### DATA TO USE
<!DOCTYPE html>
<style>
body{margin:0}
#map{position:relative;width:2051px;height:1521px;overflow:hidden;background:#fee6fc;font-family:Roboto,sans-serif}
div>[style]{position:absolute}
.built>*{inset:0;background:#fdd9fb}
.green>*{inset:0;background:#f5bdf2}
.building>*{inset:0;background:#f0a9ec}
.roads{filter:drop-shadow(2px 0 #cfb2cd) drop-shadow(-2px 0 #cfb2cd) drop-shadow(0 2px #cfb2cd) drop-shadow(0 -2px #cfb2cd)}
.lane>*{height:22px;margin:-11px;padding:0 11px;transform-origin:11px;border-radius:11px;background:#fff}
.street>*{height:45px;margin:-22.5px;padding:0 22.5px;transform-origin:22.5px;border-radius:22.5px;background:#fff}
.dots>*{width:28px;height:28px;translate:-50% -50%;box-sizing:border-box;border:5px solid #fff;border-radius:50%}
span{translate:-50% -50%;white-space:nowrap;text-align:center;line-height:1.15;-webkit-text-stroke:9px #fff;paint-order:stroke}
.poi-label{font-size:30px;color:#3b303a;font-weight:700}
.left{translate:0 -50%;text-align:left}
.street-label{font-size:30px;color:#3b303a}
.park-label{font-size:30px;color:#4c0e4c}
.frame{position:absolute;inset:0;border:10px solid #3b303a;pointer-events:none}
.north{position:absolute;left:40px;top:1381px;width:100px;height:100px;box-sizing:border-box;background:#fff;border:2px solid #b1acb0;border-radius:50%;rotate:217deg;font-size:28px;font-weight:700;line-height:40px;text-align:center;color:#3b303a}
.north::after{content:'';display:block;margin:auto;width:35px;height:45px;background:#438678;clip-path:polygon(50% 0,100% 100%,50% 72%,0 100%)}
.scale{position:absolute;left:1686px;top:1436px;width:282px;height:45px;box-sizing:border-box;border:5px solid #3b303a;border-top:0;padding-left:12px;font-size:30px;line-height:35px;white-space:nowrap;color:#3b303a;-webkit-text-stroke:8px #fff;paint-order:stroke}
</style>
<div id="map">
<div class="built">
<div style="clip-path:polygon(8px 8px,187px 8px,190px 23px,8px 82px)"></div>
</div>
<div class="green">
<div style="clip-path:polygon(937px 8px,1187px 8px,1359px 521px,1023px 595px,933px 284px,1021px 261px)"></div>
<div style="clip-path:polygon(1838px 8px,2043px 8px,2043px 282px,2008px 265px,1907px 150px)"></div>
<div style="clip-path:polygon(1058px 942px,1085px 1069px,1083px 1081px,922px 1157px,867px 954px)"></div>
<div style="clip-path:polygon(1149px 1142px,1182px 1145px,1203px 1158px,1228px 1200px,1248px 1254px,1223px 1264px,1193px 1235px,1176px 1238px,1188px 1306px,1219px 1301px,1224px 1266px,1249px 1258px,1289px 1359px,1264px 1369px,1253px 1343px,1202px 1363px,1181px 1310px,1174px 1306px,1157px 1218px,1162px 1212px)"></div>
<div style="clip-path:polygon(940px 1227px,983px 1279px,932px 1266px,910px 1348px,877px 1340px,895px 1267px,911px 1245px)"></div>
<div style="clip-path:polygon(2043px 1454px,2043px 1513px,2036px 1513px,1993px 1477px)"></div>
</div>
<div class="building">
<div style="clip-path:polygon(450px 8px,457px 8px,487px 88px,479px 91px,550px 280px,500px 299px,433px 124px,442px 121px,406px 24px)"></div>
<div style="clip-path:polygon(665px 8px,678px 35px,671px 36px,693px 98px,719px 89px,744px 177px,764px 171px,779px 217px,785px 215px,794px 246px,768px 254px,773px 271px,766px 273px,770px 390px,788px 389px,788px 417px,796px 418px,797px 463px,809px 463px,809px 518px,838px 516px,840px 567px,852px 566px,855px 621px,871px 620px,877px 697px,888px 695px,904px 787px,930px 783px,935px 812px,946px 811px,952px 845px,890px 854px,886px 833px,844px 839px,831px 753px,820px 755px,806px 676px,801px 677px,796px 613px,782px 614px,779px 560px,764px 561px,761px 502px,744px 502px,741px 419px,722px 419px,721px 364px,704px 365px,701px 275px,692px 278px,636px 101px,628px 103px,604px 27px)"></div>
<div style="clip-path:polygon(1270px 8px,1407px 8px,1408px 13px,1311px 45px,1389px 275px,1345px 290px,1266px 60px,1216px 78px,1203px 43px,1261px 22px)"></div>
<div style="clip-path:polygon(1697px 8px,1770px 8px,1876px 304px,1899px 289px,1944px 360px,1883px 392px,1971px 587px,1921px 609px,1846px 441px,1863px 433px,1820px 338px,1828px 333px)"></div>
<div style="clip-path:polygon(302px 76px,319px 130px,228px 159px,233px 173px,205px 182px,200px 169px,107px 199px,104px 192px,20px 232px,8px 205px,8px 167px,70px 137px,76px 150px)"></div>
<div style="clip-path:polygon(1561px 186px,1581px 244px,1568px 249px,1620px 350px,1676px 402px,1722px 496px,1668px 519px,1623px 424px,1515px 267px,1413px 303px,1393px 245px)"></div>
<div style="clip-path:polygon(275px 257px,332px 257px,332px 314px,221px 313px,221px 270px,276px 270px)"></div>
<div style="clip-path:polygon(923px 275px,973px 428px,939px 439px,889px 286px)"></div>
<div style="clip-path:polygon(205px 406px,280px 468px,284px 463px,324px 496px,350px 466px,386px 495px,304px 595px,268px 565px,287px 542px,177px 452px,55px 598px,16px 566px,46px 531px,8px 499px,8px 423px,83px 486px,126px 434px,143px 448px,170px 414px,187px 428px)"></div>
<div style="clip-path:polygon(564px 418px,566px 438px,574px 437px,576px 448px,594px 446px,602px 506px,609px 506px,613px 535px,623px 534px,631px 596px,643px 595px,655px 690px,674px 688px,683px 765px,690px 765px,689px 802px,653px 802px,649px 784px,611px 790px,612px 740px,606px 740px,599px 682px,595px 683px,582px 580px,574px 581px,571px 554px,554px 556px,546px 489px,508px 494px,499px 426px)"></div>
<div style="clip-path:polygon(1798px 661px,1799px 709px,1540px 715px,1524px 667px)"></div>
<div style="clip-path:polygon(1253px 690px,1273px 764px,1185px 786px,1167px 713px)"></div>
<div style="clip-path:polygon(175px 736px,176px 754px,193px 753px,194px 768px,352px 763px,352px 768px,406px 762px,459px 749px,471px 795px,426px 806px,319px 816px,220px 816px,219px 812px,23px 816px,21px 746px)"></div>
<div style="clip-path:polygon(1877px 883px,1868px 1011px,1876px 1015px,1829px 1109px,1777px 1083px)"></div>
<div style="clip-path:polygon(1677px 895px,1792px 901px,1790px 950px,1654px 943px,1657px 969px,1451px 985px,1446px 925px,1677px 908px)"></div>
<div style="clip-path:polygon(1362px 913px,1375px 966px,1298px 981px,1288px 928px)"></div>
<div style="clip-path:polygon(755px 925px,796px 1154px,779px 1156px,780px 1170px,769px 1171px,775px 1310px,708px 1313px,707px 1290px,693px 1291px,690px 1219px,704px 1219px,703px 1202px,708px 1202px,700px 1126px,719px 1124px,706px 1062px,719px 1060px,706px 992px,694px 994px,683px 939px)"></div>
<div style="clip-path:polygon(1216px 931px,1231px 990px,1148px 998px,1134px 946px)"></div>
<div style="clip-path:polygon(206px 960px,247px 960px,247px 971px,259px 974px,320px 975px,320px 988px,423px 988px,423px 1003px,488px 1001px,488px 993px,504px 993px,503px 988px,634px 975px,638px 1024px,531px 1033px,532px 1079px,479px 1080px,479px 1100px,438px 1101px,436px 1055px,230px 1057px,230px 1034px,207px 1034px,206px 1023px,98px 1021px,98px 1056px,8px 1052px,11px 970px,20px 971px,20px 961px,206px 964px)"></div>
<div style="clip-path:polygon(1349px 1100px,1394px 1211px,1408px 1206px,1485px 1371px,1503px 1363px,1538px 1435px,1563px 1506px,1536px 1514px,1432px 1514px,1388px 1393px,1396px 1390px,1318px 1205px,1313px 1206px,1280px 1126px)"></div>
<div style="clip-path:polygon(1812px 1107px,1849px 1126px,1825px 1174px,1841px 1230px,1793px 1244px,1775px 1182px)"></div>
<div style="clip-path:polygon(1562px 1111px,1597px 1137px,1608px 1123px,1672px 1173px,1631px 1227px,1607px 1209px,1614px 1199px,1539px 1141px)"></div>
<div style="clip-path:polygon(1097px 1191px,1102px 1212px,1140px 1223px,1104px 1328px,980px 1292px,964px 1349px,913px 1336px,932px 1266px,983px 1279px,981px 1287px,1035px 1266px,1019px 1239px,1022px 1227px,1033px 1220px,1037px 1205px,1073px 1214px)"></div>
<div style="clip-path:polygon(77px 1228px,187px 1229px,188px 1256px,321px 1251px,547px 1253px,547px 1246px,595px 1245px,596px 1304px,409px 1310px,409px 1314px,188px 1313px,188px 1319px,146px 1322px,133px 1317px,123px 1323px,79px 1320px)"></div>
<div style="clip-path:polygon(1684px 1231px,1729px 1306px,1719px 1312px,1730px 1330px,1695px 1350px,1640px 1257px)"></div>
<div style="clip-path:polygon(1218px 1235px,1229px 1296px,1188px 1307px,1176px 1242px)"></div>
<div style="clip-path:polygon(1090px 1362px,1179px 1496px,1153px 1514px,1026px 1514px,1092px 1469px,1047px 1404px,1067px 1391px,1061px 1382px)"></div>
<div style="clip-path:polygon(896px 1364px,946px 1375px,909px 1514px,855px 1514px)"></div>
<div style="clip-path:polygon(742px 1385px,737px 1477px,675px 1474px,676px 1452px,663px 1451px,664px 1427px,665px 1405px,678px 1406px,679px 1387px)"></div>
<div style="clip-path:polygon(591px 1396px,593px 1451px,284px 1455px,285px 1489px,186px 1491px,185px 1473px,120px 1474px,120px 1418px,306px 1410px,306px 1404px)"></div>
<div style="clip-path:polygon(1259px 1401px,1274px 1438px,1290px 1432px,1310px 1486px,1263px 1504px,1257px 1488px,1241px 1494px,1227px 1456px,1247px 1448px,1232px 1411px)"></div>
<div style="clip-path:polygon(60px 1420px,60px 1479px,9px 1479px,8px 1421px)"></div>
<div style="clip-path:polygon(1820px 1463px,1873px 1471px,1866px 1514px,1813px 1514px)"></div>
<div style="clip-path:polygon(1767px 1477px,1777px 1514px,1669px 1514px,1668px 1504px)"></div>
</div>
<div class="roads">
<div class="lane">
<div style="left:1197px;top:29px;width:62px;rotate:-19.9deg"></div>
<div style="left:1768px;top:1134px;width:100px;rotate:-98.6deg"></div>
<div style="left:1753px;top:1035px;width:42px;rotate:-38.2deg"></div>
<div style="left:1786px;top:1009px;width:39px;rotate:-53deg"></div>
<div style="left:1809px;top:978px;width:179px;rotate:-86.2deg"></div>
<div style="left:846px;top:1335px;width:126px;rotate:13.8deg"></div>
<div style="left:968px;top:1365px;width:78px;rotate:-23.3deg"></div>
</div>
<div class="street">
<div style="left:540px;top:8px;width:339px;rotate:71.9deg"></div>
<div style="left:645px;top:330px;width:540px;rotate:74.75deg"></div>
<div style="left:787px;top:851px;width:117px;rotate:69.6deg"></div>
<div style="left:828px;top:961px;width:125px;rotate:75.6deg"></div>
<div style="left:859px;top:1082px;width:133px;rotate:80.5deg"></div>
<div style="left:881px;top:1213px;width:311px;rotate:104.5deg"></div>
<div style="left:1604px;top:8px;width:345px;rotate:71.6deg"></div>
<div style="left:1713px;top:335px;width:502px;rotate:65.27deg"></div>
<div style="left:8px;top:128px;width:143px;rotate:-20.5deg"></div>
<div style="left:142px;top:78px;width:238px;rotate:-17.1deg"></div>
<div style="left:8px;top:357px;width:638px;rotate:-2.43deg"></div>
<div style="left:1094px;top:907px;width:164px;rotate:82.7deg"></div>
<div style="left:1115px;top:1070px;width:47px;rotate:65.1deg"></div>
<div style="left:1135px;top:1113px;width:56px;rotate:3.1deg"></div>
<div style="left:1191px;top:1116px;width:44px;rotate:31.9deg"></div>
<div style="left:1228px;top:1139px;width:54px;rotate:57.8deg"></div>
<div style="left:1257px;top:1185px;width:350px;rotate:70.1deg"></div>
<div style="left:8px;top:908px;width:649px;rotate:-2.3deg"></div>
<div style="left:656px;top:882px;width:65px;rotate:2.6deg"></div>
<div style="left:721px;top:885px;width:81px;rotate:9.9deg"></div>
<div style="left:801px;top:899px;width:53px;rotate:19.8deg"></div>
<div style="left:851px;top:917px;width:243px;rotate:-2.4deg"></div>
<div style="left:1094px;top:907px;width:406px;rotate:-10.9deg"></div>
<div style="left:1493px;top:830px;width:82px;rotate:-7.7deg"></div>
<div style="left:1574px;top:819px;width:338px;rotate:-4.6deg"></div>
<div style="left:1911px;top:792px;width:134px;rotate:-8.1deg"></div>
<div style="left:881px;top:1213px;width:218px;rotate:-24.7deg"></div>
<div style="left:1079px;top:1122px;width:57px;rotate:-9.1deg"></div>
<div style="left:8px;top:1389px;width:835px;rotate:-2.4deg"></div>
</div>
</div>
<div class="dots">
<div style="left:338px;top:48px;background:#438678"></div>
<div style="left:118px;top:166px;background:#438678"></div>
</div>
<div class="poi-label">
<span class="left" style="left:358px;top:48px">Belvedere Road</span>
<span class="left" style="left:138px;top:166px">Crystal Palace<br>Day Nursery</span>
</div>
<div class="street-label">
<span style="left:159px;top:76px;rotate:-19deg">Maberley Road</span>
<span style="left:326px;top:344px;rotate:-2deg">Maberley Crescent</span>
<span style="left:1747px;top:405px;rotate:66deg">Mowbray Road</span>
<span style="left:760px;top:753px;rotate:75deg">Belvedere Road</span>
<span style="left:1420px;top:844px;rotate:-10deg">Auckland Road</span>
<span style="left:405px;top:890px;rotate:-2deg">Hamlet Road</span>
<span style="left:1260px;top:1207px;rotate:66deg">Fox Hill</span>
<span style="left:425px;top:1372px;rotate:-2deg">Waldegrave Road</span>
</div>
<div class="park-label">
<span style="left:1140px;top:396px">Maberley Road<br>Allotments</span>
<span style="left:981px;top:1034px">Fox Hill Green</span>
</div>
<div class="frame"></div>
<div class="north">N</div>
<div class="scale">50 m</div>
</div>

### WHAT YOU SHOULD DO
Looking at the records above, count the lines with the word "stroke" in them; reply with the number only.

### OUTPUT BELOW
2